What the task requires. From the first line to the last, give the records again exactly.

Task data.
┌──
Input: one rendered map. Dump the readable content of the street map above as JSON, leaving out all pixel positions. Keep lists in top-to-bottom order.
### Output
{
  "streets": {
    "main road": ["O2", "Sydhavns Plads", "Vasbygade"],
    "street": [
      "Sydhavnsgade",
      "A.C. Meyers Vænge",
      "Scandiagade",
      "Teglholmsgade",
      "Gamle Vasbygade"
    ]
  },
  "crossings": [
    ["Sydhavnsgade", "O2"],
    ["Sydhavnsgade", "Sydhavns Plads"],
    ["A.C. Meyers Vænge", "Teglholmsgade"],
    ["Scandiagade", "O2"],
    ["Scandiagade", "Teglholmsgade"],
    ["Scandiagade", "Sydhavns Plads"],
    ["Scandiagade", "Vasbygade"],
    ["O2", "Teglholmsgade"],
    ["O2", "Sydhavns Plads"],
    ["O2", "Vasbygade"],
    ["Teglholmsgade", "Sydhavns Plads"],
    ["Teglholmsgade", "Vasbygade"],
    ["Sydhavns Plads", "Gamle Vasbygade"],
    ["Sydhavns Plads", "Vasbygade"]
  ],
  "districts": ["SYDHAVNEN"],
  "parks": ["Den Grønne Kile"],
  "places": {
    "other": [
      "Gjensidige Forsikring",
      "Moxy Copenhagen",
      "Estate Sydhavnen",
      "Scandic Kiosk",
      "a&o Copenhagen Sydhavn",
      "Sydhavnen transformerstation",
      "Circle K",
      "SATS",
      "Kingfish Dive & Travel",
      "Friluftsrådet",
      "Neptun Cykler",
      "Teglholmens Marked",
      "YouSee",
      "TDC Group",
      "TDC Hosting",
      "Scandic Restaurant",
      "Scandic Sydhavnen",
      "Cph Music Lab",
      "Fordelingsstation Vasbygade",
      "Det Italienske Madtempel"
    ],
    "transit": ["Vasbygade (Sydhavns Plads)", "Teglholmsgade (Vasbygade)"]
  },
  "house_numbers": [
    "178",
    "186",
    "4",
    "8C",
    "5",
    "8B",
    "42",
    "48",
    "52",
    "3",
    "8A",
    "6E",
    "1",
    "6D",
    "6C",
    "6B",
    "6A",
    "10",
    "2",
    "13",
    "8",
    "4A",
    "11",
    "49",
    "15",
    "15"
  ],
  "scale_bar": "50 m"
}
└──
Final answer.
Input: one rendered map. Dump the readable content of the street map above as JSON, leaving out all pixel positions. Keep lists in top-to-bottom order.
### Output
{
  "streets": {
    "main road": ["O2", "Sydhavns Plads", "Vasbygade"],
    "street": [
      "Sydhavnsgade",
      "A.C. Meyers Vænge",
      "Scandiagade",
      "Teglholmsgade",
      "Gamle Vasbygade"
    ]
  },
  "crossings": [
    ["Sydhavnsgade", "O2"],
    ["Sydhavnsgade", "Sydhavns Plads"],
    ["A.C. Meyers Vænge", "Teglholmsgade"],
    ["Scandiagade", "O2"],
    ["Scandiagade", "Teglholmsgade"],
    ["Scandiagade", "Sydhavns Plads"],
    ["Scandiagade", "Vasbygade"],
    ["O2", "Teglholmsgade"],
    ["O2", "Sydhavns Plads"],
    ["O2", "Vasbygade"],
    ["Teglholmsgade", "Sydhavns Plads"],
    ["Teglholmsgade", "Vasbygade"],
    ["Sydhavns Plads", "Gamle Vasbygade"],
    ["Sydhavns Plads", "Vasbygade"]
  ],
  "districts": ["SYDHAVNEN"],
  "parks": ["Den Grønne Kile"],
  "places": {
    "other": [
      "Gjensidige Forsikring",
      "Moxy Copenhagen",
      "Estate Sydhavnen",
      "Scandic Kiosk",
      "a&o Copenhagen Sydhavn",
      "Sydhavnen transformerstation",
      "Circle K",
      "SATS",
      "Kingfish Dive & Travel",
      "Friluftsrådet",
      "Neptun Cykler",
      "Teglholmens Marked",
      "YouSee",
      "TDC Group",
      "TDC Hosting",
      "Scandic Restaurant",
      "Scandic Sydhavnen",
      "Cph Music Lab",
      "Fordelingsstation Vasbygade",
      "Det Italienske Madtempel"
    ],
    "transit": ["Vasbygade (Sydhavns Plads)", "Teglholmsgade (Vasbygade)"]
  },
  "house_numbers": [
    "178",
    "186",
    "4",
    "8C",
    "5",
    "8B",
    "42",
    "48",
    "52",
    "3",
    "8A",
    "6E",
    "1",
    "6D",
    "6C",
    "6B",
    "6A",
    "10",
    "2",
    "13",
    "8",
    "4A",
    "11",
    "49",
    "15",
    "15"
  ],
  "scale_bar": "50 m"
}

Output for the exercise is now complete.